### [Your task]
What lines of the material hold the string "block"? Pull each of them out.
- - - - - - -
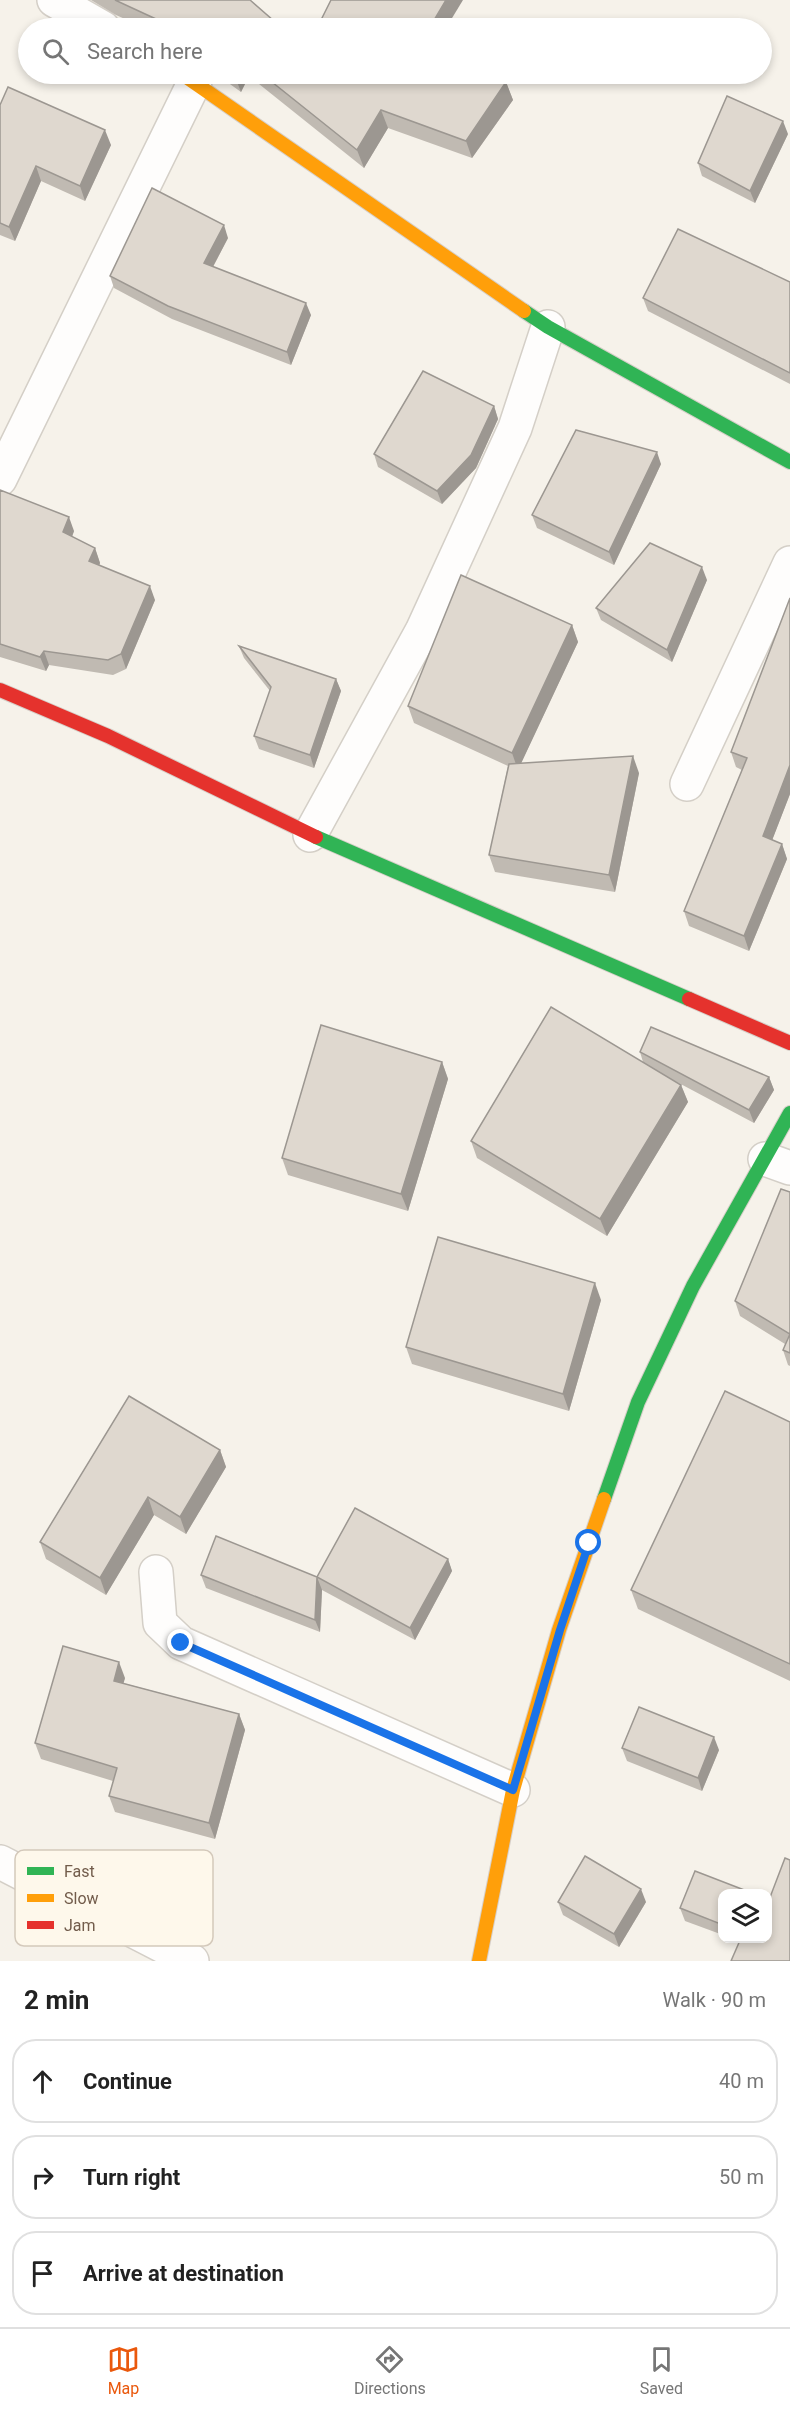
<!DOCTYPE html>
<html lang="en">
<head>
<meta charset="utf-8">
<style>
  :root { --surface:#fff; --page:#f2f2f2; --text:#222; --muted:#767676; --line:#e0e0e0; --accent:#ea580c }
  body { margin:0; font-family:Roboto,sans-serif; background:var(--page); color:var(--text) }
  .controls { position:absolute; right:18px; bottom:18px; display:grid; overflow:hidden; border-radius:12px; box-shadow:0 3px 9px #0003 }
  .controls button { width:54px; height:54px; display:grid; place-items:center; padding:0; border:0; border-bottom:2px solid var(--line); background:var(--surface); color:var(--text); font:30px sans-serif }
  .stop { position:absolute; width:18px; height:18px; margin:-14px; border:4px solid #1a73e8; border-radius:50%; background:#fff }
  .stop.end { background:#1a73e8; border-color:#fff; box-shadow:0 2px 6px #0008 }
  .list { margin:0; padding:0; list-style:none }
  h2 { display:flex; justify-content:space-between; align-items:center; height:78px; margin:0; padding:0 24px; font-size:26px }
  h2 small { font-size:20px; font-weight:400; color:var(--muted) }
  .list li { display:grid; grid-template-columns:39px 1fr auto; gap:18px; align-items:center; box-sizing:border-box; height:84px; margin:0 12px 12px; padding:0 12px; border:2px solid var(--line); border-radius:24px }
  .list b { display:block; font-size:22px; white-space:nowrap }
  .list em { font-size:20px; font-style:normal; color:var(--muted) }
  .icon { flex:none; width:33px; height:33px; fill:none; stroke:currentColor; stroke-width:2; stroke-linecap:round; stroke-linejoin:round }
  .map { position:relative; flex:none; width:790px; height:1961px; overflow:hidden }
  .search { position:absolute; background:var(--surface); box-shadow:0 3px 9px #0003; left:18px; right:18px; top:18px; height:66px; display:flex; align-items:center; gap:15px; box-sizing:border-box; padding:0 21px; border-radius:33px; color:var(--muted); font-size:22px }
  .sheet { height:366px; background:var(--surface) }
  nav { display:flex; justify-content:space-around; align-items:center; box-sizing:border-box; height:84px; border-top:2px solid var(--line); background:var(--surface); font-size:16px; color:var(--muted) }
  nav a { display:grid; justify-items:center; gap:3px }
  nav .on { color:var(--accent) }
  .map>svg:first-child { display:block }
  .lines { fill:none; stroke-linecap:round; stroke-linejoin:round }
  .street-casing { stroke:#d4cfc7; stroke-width:36 }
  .fast-casing { stroke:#d6cfc8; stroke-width:16 }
  .slow-casing { stroke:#d6cfc8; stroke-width:16 }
  .jam-casing { stroke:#d6cfc8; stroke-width:16 }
  .street { stroke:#fefdfc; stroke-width:33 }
  .fast { stroke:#30b455; stroke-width:14 }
  .slow { stroke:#ff9f0a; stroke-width:14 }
  .jam { stroke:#e5322d; stroke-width:14 }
  .wall { fill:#c0bab2 }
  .shaded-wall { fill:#9c9791 }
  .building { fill:#dfd8cf; stroke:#9c9791; stroke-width:1.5 }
  .route { stroke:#1a73e8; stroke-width:8 }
  .key { fill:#fef8eb; stroke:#d4c9bb; stroke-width:1.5 }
  .key-label { font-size:16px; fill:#725c4b }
</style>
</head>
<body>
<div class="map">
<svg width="790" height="1961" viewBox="0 0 790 1961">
  <rect width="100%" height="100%" fill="#f6f2ea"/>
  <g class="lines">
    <defs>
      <g id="street">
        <path d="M 54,0 L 103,28"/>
        <path d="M 0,479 L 195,81"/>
        <path d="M 687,784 L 790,563"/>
        <path d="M 310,835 L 422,631 L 515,428 L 548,327"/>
        <path d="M 765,1159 L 790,1168"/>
        <path d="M 156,1572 L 160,1623 L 181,1643 L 513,1790"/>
        <path d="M 0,1862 L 192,1961"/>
      </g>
      <g id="fast">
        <path d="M 524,311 L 548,327 L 790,462"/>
        <path d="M 316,837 L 689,999"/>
        <path d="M 604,1499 L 638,1402 L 693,1286 L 790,1113"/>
      </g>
      <g id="slow">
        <path d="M 182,74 L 524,311"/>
        <path d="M 479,1961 L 513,1790 L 559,1630 L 604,1499"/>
      </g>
      <g id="jam">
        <path d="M 0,690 L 108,736 L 316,837"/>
        <path d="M 689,999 L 790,1043"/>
      </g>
    </defs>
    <use href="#street" class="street-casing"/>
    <use href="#fast" class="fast-casing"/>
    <use href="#slow" class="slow-casing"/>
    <use href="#jam" class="jam-casing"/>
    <use href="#street" class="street"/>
    <use href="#fast" class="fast"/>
    <use href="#slow" class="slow"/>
    <use href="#jam" class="jam"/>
  </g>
  <g class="wall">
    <path d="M 91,0 L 250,0 L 282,28 L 145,28 L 116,15 Z"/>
    <path d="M 216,74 L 494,74 L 506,82 L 513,100 L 472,158 L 388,128 L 364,168 L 249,76 L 241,92 Z"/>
    <path d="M 0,105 L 111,145 L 85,201 L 41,181 L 15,241 L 0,235 Z"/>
    <path d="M 788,134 L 755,203 L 702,176 L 698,163 Z"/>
    <path d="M 228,238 L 213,267 L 311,315 L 291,365 L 172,319 L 114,288 L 110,276 Z"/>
    <path d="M 790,282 L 790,384 L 648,311 L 643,298 Z"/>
    <path d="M 494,406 L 498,419 L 476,468 L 442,504 L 378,467 L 374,454 Z"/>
    <path d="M 661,464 L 614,565 L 537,528 L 532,515 Z"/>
    <path d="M 0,490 L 74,531 L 72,537 L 95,548 L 100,563 L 99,566 L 155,600 L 126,669 L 113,675 L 49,665 L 46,671 L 0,657 Z"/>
    <path d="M 707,580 L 672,662 L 601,620 L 596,608 Z"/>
    <path d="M 790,598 L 790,794 L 772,840 L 782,844 L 787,859 L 749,951 L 689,926 L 684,911 L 742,770 L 736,767 L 731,752 Z"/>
    <path d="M 572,625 L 578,642 L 521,763 L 639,773 L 615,892 L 495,872 L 489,855 L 508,766 L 414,723 L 408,706 Z"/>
    <path d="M 239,646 L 336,679 L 341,691 L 314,768 L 259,749 L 254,736 L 270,691 L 244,658 Z"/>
    <path d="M 640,1052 L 769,1077 L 774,1090 L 754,1123 L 675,1081 L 681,1085 L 688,1102 L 607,1236 L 477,1158 L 471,1141 L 643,1062 Z"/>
    <path d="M 442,1062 L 448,1079 L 408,1211 L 288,1175 L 282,1158 Z"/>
    <path d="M 790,1192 L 790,1366 L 788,1365 L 783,1350 L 785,1344 L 740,1316 L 735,1301 Z"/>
    <path d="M 601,1300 L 569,1411 L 412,1364 L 406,1347 Z"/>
    <path d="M 790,1422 L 790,1681 L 638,1609 L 631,1590 Z"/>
    <path d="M 220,1450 L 226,1467 L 186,1534 L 154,1515 L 106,1595 L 46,1559 L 40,1542 Z"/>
    <path d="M 448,1559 L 452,1571 L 415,1640 L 322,1590 L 320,1632 L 206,1588 L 201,1575 L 317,1577 Z"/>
    <path d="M 125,1678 L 123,1683 L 239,1714 L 245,1730 L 215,1839 L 115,1812 L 109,1796 L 113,1781 L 41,1759 L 35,1743 Z"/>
    <path d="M 622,1748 L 719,1750 L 702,1791 L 627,1761 Z"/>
    <path d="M 723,1893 L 723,1935 L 685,1921 L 680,1908 Z"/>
    <path d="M 769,1900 L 790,1961 L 730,1938 L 768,1938 Z"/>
    <path d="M 558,1902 L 646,1902 L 619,1947 L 563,1915 Z"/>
  </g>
  <g class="shaded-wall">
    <path d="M 446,0 L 463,0 L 446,28 L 431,28 L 430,27 Z"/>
    <path d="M 234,74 L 248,74 L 249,76 L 241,92 Z"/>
    <path d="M 506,82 L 513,100 L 472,158 L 466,141 Z"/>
    <path d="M 381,110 L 388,128 L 364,168 L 357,150 Z"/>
    <path d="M 783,121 L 788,134 L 755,203 L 750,191 Z"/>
    <path d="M 105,130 L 111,145 L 85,201 L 80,186 Z"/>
    <path d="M 36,166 L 41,181 L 15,241 L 9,227 Z"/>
    <path d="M 224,225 L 228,238 L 208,276 L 204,263 Z"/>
    <path d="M 306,303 L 311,315 L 291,365 L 287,352 Z"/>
    <path d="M 494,406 L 498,419 L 476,468 L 442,504 L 437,491 Z"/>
    <path d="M 657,452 L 661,464 L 614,565 L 609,552 Z"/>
    <path d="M 69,517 L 74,531 L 68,547 L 63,532 Z"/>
    <path d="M 95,548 L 100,563 L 94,576 L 89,561 Z"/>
    <path d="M 702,567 L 707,580 L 672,662 L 667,650 Z"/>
    <path d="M 150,586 L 155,600 L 126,669 L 121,654 Z"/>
    <path d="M 572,625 L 578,642 L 518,770 L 512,753 Z"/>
    <path d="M 44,651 L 49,665 L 46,671 L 40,657 Z"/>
    <path d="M 336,679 L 341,691 L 314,768 L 310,755 Z"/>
    <path d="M 633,756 L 639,773 L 615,892 L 609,875 Z"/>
    <path d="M 790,765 L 790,794 L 768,851 L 763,836 Z"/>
    <path d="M 782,844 L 787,859 L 749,951 L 744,936 Z"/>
    <path d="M 442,1062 L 448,1079 L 408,1211 L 401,1194 Z"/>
    <path d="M 769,1077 L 774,1090 L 754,1123 L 749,1110 Z"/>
    <path d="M 681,1085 L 688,1102 L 607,1236 L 600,1219 Z"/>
    <path d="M 595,1283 L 601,1300 L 569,1411 L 563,1394 Z"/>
    <path d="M 220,1450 L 226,1467 L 186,1534 L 180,1517 Z"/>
    <path d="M 148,1497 L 154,1515 L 106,1595 L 100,1578 Z"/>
    <path d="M 448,1559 L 452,1571 L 415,1640 L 410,1628 Z"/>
    <path d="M 317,1577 L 322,1590 L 320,1632 L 315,1620 Z"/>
    <path d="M 119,1662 L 125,1678 L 120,1696 L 114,1681 Z"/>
    <path d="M 239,1714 L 245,1730 L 215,1839 L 209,1823 Z"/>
    <path d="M 714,1737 L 719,1750 L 702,1791 L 698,1778 Z"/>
    <path d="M 641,1889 L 646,1902 L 619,1947 L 614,1934 Z"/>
  </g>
  <g class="building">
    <path d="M 115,0 L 250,0 L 282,28 L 159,28 L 154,26 L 156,19 Z"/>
    <path d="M 331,0 L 446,0 L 430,27 L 432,28 L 317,28 Z"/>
    <path d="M 262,74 L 494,74 L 506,82 L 466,141 L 381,110 L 357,150 Z"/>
    <path d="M 8,87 L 105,130 L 80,186 L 36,166 L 9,227 L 0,223 L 0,105 Z"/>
    <path d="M 727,96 L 783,121 L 750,191 L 698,163 Z"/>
    <path d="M 152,188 L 224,225 L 204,263 L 306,303 L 287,352 L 168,306 L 110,276 Z"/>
    <path d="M 678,229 L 790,282 L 790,373 L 643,298 Z"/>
    <path d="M 423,371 L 494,406 L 471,455 L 437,491 L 374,454 Z"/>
    <path d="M 576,430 L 657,452 L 609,552 L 532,515 Z"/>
    <path d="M 0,490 L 69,517 L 63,532 L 95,548 L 89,561 L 150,586 L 121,654 L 108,660 L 44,651 L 40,657 L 0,644 Z"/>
    <path d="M 650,543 L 702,567 L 667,650 L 596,608 Z"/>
    <path d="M 461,575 L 572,625 L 512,753 L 408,706 Z"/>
    <path d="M 790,598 L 790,765 L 763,836 L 782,844 L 744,936 L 684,911 L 747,758 L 731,752 Z"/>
    <path d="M 239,646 L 336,679 L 310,755 L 254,736 L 271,687 Z"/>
    <path d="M 633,756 L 609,875 L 489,855 L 509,764 Z"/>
    <path d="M 551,1007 L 681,1085 L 600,1219 L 471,1141 Z"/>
    <path d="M 321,1025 L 442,1062 L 401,1194 L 282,1158 Z"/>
    <path d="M 651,1027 L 769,1077 L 749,1110 L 640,1052 Z"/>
    <path d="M 781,1189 L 790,1192 L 790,1353 L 783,1350 L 790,1334 L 735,1301 Z"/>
    <path d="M 438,1237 L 595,1283 L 563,1394 L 406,1347 Z"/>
    <path d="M 725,1391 L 790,1422 L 790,1664 L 631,1590 Z"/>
    <path d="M 129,1396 L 220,1450 L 180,1517 L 148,1497 L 100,1578 L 40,1542 Z"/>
    <path d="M 355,1508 L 448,1559 L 410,1628 L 317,1577 Z"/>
    <path d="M 216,1536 L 317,1577 L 315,1620 L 201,1575 Z"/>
    <path d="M 63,1646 L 119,1662 L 114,1681 L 239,1714 L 209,1823 L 109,1796 L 117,1768 L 35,1743 Z"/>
    <path d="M 639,1707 L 714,1737 L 698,1778 L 622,1748 Z"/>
    <path d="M 585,1856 L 641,1889 L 614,1934 L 558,1902 Z"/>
    <path d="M 785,1858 L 790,1860 L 790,1961 L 731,1961 L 741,1938 L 768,1938 L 768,1899 L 769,1900 Z"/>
    <path d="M 695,1871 L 752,1893 L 723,1893 L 723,1925 L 680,1908 Z"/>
  </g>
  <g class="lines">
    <path class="route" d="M 181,1643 L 513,1790 L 560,1630 L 589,1543"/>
  </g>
  <rect x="15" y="1850" width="198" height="96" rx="9" class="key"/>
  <rect x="27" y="1867" width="27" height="8" fill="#30b455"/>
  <rect x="27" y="1894" width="27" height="8" fill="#ff9f0a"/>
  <rect x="27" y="1921" width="27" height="8" fill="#e5322d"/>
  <g class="key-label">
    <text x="64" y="1877">Fast</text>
    <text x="64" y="1904">Slow</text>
    <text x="64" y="1931">Jam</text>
  </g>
</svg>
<div class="controls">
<button><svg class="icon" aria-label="layers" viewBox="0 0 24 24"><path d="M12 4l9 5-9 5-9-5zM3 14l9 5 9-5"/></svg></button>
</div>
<div class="stop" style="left:589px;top:1543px"></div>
<div class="stop end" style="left:181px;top:1643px"></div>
<div class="search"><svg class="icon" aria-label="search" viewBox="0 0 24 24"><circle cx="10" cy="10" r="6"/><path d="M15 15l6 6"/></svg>Search here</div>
</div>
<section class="sheet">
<h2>2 min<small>Walk · 90 m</small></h2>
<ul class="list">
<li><svg class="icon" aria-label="ahead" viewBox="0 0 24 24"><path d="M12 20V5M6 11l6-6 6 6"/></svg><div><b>Continue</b></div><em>40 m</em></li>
<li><svg class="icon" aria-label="right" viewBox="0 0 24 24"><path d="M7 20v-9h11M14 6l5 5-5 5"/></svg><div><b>Turn right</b></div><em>50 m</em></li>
<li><svg class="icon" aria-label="arrive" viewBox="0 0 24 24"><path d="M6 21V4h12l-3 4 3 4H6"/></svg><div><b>Arrive at destination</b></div></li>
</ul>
</section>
<nav>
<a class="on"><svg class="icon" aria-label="map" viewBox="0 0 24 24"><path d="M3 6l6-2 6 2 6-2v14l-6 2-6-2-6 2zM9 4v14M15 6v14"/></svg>Map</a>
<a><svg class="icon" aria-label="directions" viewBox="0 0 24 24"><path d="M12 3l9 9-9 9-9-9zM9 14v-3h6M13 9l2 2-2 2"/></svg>Directions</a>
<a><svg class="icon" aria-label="saved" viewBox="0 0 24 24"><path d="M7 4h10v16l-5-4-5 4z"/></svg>Saved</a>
</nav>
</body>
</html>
- - - - - - -
### [Exercise answer]
  .list b { display:block; font-size:22px; white-space:nowrap }
  .map>svg:first-child { display:block }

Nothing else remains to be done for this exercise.